**Task brief**
Retype the entries below word for word, leaving out every picture.
★ ★ ★ ★ ★
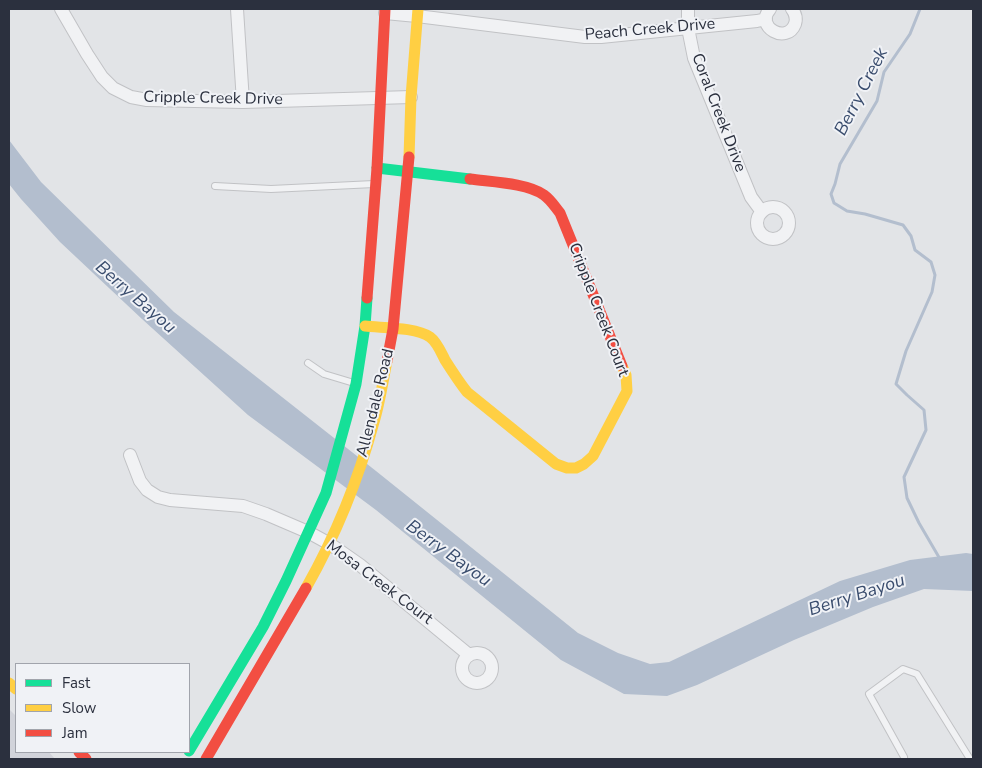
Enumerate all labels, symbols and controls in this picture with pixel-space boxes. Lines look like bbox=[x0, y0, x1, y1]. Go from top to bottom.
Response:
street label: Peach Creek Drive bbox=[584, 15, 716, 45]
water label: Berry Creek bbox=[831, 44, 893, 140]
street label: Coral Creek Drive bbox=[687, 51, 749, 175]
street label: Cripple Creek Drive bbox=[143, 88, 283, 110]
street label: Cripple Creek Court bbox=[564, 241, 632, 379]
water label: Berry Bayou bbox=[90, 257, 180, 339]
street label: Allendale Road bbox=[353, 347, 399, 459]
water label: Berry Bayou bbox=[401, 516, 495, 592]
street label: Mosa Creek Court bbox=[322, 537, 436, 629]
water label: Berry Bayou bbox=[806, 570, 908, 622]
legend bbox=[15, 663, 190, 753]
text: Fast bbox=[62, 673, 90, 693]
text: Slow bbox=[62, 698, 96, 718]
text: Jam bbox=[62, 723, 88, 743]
★ ★ ★ ★ ★
**Solution to this exercise**
Enumerate all labels, symbols and controls in this picture with pixel-space boxes. Lines look like bbox=[x0, y0, x1, y1]. Go from top to bottom.
Response:
street label: Peach Creek Drive bbox=[584, 15, 716, 45]
water label: Berry Creek bbox=[831, 44, 893, 140]
street label: Coral Creek Drive bbox=[687, 51, 749, 175]
street label: Cripple Creek Drive bbox=[143, 88, 283, 110]
street label: Cripple Creek Court bbox=[564, 241, 632, 379]
water label: Berry Bayou bbox=[90, 257, 180, 339]
street label: Allendale Road bbox=[353, 347, 399, 459]
water label: Berry Bayou bbox=[401, 516, 495, 592]
street label: Mosa Creek Court bbox=[322, 537, 436, 629]
water label: Berry Bayou bbox=[806, 570, 908, 622]
legend bbox=[15, 663, 190, 753]
text: Fast bbox=[62, 673, 90, 693]
text: Slow bbox=[62, 698, 96, 718]
text: Jam bbox=[62, 723, 88, 743]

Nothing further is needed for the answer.